Une diversification des sources d'approvisionnement en progrès
L'indice de concentration HHI des importations en valeur a baissé de 40,1 %, passant de 4 236 à 2 538, indiquant une déconcentration significative des sources d'approvisionnement. En 2015, les importations étaient fortement dominées par les États-Unis ; en 2025, la montée en puissance de la Chine, de la Corée du Sud et du Japon a permis de diversifier les flux. En revanche, l'HHI des exportations est resté stable et relativement faible (de 785 à 878), ce qui traduit une répartition géographique déjà diversifiée des débouchés européens.
| Indicateur de concentration | 2015 | 2025 | Variation (%) |
|---|---|---|---|
| HHI importations (valeur) | 4 236 | 2 538 | −40,1 % |
| HHI exportations (valeur) | 785 | 878 | +11,9 % |
| HHI importations (volume) | 3 580 | 2 088 | −41,7 % |
| HHI exportations (volume) | 635 | 2 611 | +311,1 % |
Une spécialisation inégale au sein de l'UE
L'analyse des avantages comparatifs révèle (2025) que la Belgique dispose du plus fort indice de spécialisation (RSCA de 0,50, RCA de 3,01), suivie du Portugal (RSCA 0,27, RCA 1,73) et de l'Allemagne (RSCA 0,25, RCA 1,65). À l'inverse, des États membres comme Malte, l'Irelande, la Bulgarie, l'Estonie et la Roumanie présentent des indices de spécialisation très négatifs, signe d'une quasi-absence de production dans ce segment. Cette concentration géographique de la production au sein de quelques États membres constitue un facteur de vulnérabilité intra-européen.

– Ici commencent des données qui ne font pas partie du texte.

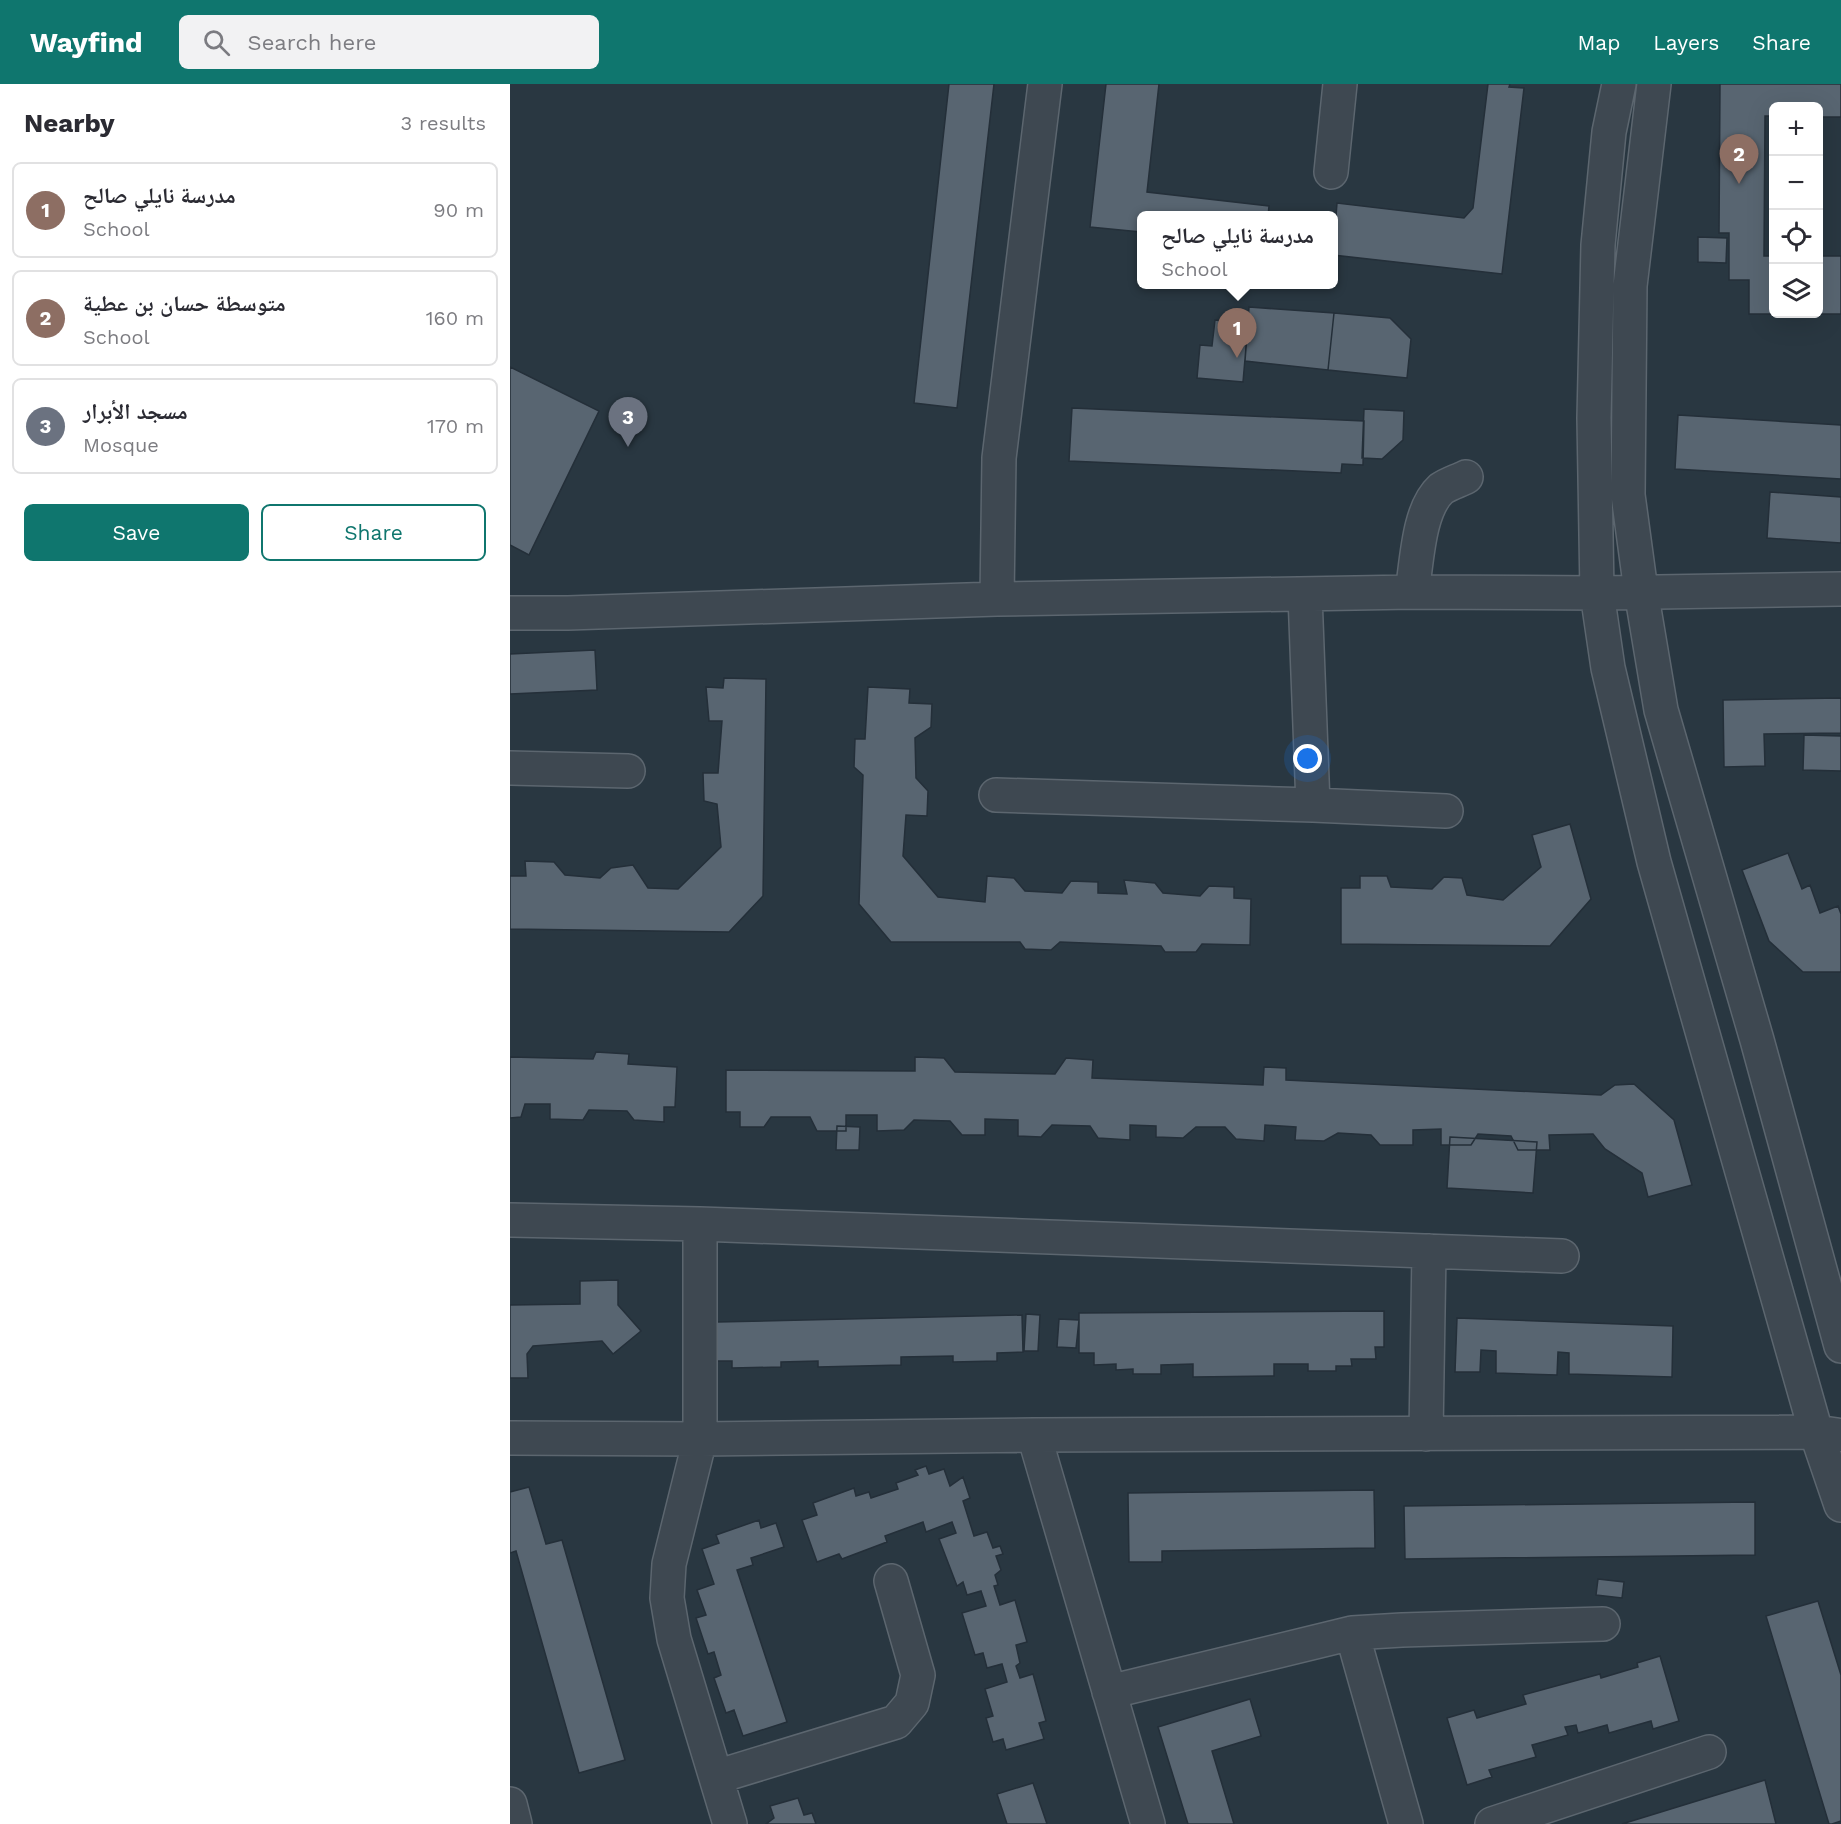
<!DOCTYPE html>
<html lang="en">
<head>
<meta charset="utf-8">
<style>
  body { margin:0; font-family:"Work Sans","Noto Naskh Arabic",sans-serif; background:#f2f2f3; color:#2b2b33 }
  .controls { position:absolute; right:18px; top:18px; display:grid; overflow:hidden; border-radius:9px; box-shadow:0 6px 24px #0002 }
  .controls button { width:54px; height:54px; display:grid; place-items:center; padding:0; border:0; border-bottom:2px solid #e1e1e2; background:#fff; color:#2b2b33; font:30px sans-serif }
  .you { position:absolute; left:798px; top:675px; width:21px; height:21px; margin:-15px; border:4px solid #fff; border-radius:50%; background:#1a73e8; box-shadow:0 0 0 9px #1a73e833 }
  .badge { display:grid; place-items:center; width:39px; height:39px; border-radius:50%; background:#0f766e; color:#fff; font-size:20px; font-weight:700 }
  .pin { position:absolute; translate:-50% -50px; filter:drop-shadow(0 2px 3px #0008) }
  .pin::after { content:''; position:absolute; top:32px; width:21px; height:18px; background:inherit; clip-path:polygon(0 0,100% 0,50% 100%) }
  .popup { position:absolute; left:627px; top:127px; width:201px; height:78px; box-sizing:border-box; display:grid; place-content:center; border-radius:9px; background:#fff; filter:drop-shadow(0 2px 4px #0005); font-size:20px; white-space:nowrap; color:#7c7c81 }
  .popup b { font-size:22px; color:#2b2b33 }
  .popup::after { content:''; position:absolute; left:50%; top:100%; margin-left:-12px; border:12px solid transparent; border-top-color:#fff }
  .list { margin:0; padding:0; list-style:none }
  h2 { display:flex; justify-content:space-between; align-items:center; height:78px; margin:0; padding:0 24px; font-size:26px }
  h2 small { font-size:20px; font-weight:400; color:#7c7c81 }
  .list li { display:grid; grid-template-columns:39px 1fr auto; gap:18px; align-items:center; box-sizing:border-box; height:96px; margin:0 12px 12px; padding:0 12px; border:2px solid #e1e1e2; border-radius:9px }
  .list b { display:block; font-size:22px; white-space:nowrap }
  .list p { margin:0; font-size:20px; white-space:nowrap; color:#7c7c81 }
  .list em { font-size:20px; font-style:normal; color:#7c7c81 }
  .actions { display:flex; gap:12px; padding:18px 24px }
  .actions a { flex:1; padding:14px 0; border:2px solid #0f766e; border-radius:9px; text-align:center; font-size:21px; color:#0f766e }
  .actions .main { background:#0f766e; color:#fff }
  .icon { flex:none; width:33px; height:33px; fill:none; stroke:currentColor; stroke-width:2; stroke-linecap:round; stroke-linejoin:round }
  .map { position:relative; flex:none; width:1331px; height:1740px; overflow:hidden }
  header { display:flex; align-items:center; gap:36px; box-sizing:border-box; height:84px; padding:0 30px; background:#0f766e; color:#fff }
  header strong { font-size:28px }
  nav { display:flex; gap:33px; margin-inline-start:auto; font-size:21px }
  .search { width:420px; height:54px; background:#f2f2f3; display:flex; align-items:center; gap:15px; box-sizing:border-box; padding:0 21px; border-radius:9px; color:#7c7c81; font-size:22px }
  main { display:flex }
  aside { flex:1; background:#fff }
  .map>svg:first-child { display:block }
  .building { fill:#586571; stroke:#242f39; stroke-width:1.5 }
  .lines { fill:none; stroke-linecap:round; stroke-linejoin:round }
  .minor-casing { stroke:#5c666f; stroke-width:36 }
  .minor { stroke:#3e4851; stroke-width:33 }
</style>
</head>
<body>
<header>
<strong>Wayfind</strong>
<div class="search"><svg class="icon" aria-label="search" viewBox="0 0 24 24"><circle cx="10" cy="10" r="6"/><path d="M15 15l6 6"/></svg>Search here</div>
<nav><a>Map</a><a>Layers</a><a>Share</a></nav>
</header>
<main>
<aside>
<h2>Nearby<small>3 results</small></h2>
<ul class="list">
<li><span class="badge" style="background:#8d6e63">1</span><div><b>مدرسة نايلي صالح</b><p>School</p></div><em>90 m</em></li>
<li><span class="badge" style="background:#8d6e63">2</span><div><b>متوسطة حسان بن عطية</b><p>School</p></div><em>160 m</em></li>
<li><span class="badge" style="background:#6b7280">3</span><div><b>مسجد الأبرار</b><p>Mosque</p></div><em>170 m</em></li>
</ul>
<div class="actions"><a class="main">Save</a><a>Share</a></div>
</aside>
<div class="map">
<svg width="1331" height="1740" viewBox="0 0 1331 1740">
  <rect width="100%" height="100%" fill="#293741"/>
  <path class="building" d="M439 0H484L447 324 404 319Z
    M596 0H649L637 108 759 122 758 132H631V148L580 143Z
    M978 0H1000L999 3 1014 4 992 190 823 171 827 119 954 134 963 124Z
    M1210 0H1331V33H1308V22H1264V32H1255L1254 172H1264V230H1308V172H1331V230H1239V196H1219V149H1209Z
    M1188 153 1217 154 1216 179 1188 178Z
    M739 223 824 229 818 286 735 277Z
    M824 229 880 234 901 255 897 294 818 286Z
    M705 236 738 240 733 298 687 294 690 261 702 262Z
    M0 283 89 327 19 471 0 461Z
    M562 324 854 337 853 381 832 380 831 389 559 377Z
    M854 325 894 327 893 356 872 375 852 374Z
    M1168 331 1331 341V395L1165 385Z
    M1260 408 1331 413V459L1257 454Z
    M85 566 87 606 0 610V570Z
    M214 594 256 595 253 812 219 848 0 845V792H16L15 777 44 778 55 791 90 794 101 784 123 781 138 804 168 805 211 763 207 720 194 717 193 689H208L212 637H199L196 603 213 604Z
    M358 603 400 605 399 619 422 620 421 643 405 654 406 694 418 707 417 732 396 731 393 772 428 813 475 818 477 792 504 794 515 807 552 809 561 797 588 798V809L617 810 614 796 645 799 653 809 690 812 699 802 724 803V814L741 815 740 861 692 860 686 868H655L651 862 550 858 541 866 515 865 510 858H381L349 820 353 691 344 683 345 655H355Z
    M1331 614V649L1254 650 1255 682 1214 683 1213 616Z
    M1294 651 1331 652V687L1293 686Z
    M1060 740 1081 815 1040 862 831 860V804H850V792H877L881 803 922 805 934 793 952 794 957 811 993 816 1031 783 1022 751Z
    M1278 769 1292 805 1300 801 1310 829 1328 822 1331 830V888H1293L1259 857 1232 786Z
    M86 968 119 970 118 980 167 983 165 1023H154V1038L124 1036 117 1027 79 1026 73 1036 40 1035V1020H15L11 1033 0 1034V973L83 975Z
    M405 973 434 974 445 988 545 990 556 974 583 976 582 994 753 1001 754 983 776 984V996L1091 1011 1105 1001 1124 1000 1164 1036 1182 1101 1138 1113 1132 1089 1095 1065 1083 1050 1039 1051 1040 1066H1008L1001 1052 968 1050 961 1061H931V1045L903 1046V1061H870L861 1051 828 1049 814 1057 785 1056 786 1043 755 1041 754 1057 726 1055 715 1043H686L673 1054 646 1053V1042L620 1041V1056L588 1054 580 1042 542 1041 531 1053 508 1052V1036L475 1035V1051H452L440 1037 404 1036 394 1046 367 1047V1031H336V1047H307L300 1033H261L254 1043H230V1028H216V986L405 987Z
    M327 1042 350 1043 349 1066H326Z
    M940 1053 1027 1058 1023 1109 937 1104Z
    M108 1196V1221L131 1247 103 1270 92 1257 23 1262 17 1270 18 1294H0V1221L70 1220V1197Z
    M874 1227V1263H865L866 1275H841L842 1282H826V1287H798V1280H764V1292L683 1293V1280L651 1281V1290H623V1285L606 1286V1280L584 1281V1269H569V1229Z
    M516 1230 530 1231 528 1267H514Z
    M512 1231 513 1268 487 1269V1277L443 1278V1272L391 1273V1281L308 1283V1277L271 1278V1283L222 1284V1277H197L196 1251H207V1238Z
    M947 1234 1163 1242 1162 1293 1059 1290V1269L1048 1268 1047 1291 986 1289V1267L971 1266 970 1288H945Z
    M549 1235 569 1236 566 1264 547 1263Z
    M416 1382 419 1390 434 1385 440 1402 453 1393 460 1414 453 1417 464 1452 477 1448 483 1464 490 1462 493 1470 486 1472 491 1486 485 1491 488 1501 484 1502 490 1521 505 1516 517 1558 506 1561 510 1579 506 1582 510 1594 523 1590 536 1637 529 1639 534 1655 496 1666 493 1655 483 1658 476 1634 483 1632 475 1605 497 1598 492 1580 477 1584 473 1569 465 1571 452 1529 476 1522 471 1507 457 1511 453 1498 447 1502 429 1455 446 1449 442 1438 416 1448 413 1438 375 1452 377 1458 332 1475 329 1470 307 1478 292 1436 307 1431 303 1419 344 1404 346 1412 359 1408 361 1414 388 1405 386 1399 408 1391 405 1386Z
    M19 1403 36 1460 52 1456 115 1676 69 1689 6 1467 0 1469V1408Z
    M864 1406 865 1464 652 1467V1478H619L618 1409Z
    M1245 1418V1471L895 1475 894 1422Z
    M249 1436 251 1444 266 1439 274 1463 241 1474 243 1481 227 1486 277 1638 233 1652 224 1626 216 1629 204 1594 211 1591 204 1568 198 1570 186 1534 196 1531 187 1506 204 1500 192 1465 209 1459 206 1451Z
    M1088 1495 1114 1498 1112 1514 1086 1511Z
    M1308 1517 1331 1591V1737L1322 1740H1319L1256 1532Z
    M1150 1572 1169 1637 1143 1645 1141 1637 1099 1649 1097 1641 1068 1649 1066 1641 1055 1643 1058 1651 1022 1661 1026 1673 979 1686 982 1693 957 1701 937 1634 964 1626 967 1634 1016 1620 1013 1611 1090 1590 1091 1594 1128 1583 1127 1579Z
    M740 1615 751 1652 702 1667 724 1740H678L648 1643Z
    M1255 1696 1266 1740H1112Z
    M523 1699 537 1740H497L487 1710Z
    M288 1714 294 1731 302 1729 306 1740H256L264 1734 260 1722Z"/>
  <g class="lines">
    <g class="minor-casing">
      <path id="minor" d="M1109 0 1099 48 1088 161 1084 334 1087 509 1098 584 1144 778 1306 1348 1331 1421
        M1144 0 1120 202 1118 411 1131 507 1151 626 1247 956 1331 1262
        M821 88 830 0
        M902 508C907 478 908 426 931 405 938 400 948 397 956 393
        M795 511 803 721
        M487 515 489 374 535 0
        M0 529H58L487 515 902 508 1087 509 1331 505
        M0 684 118 687
        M486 711 803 721 936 727
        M0 1136 190 1140 1052 1172
        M190 1140V1355L159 1480 157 1514 164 1555 220 1740
        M916 1350 919 1167
        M524 1351 638 1740
        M0 1354 190 1355 524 1351 1306 1348 1327 1351
        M842 1549 896 1740
        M599 1608 842 1549 892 1546 1093 1540
        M206 1693 386 1638 402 1619 408 1591 381 1497
        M0 1720 5 1740
        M982 1740 1199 1668"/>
    </g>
    <use href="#minor" class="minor"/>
  </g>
</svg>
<div class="controls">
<button>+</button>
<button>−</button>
<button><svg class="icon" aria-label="locate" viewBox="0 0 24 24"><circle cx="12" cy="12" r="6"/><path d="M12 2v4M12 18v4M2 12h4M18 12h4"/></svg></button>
<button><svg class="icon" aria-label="layers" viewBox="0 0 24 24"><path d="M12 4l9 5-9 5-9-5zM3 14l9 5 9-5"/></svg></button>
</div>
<div class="you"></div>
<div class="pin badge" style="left:727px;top:274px;background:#8d6e63">1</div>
<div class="popup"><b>مدرسة نايلي صالح</b>School</div>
<div class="pin badge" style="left:1229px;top:100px;background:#8d6e63">2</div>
<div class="pin badge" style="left:118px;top:363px;background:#6b7280">3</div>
</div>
</main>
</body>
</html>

Des risques de volatilité sur certains corridors
Malgré l'amélioration globale de la résilience, plusieurs corridors commerciaux présentent des niveaux de volatilité élevés. Les importations depuis Singapour (CV de 1,50), Taïwan (0,98) et la Suisse (0,56) affichent les coefficients de variation les plus élevés, tandis que les exportations vers le Royaume-Uni (CV de 1,00) présentent une instabilité notable, potentiellement liée aux ajustements post-Brexit. Le choc de prix à l'export vers la Russie en 2022 (anomalie de 3,9, hausse de prix de 54,7 %) illustre l'impact géopolitique sur les flux commerciaux.
Conclusion
La période 2015–2025 a été marquée par une transformation profonde du commerce de l'UE en polymères de synthèse (CN 391190). Trois dynamiques principales se dégagent : (i) une croissance volumique forte (+60 % à l'import comme à l'export) qui s'est accompagnée d'une compression des prix à l'exportation (−29 %) et d'une montée en gamme de la production européenne ; (ii) une recomposition géographique spectaculaire, avec l'ascension de la Chine et de la Corée du Sud comme fournisseurs, l'effondrement des échanges avec la Russie, et le renforcement de l'Italie comme exportateur ; (iii) une amélioration significative de l'autonomie de l'UE, le taux de dépendance aux importations nettes passant de 16 % à 6,5 %, et la propension à l'exportation triplée.
Némoins, plusieurs facteurs de fragilité demeurent : la concentration de la production au sein de quelques États membres (Allemagne, Belgique, Italie), la volatilité persistante sur certains corridors d'approvisionnement, et l'instabilité géopolitique qui pèse sur les flux commerciaux. L'année 2025 marque un tournant avec l'explosion des volumes du code 39119099 à l'export, dont il conviendra de suivre la pérennité. Dans un contexte de concurrence asiatique croissante et de transition vers des matériaux durables, la capacité de l'UE à maintenir son positionnement sur les polymères de spécialité à haute valeur ajoutée sera un enjeu déterminant pour la décennie à venir.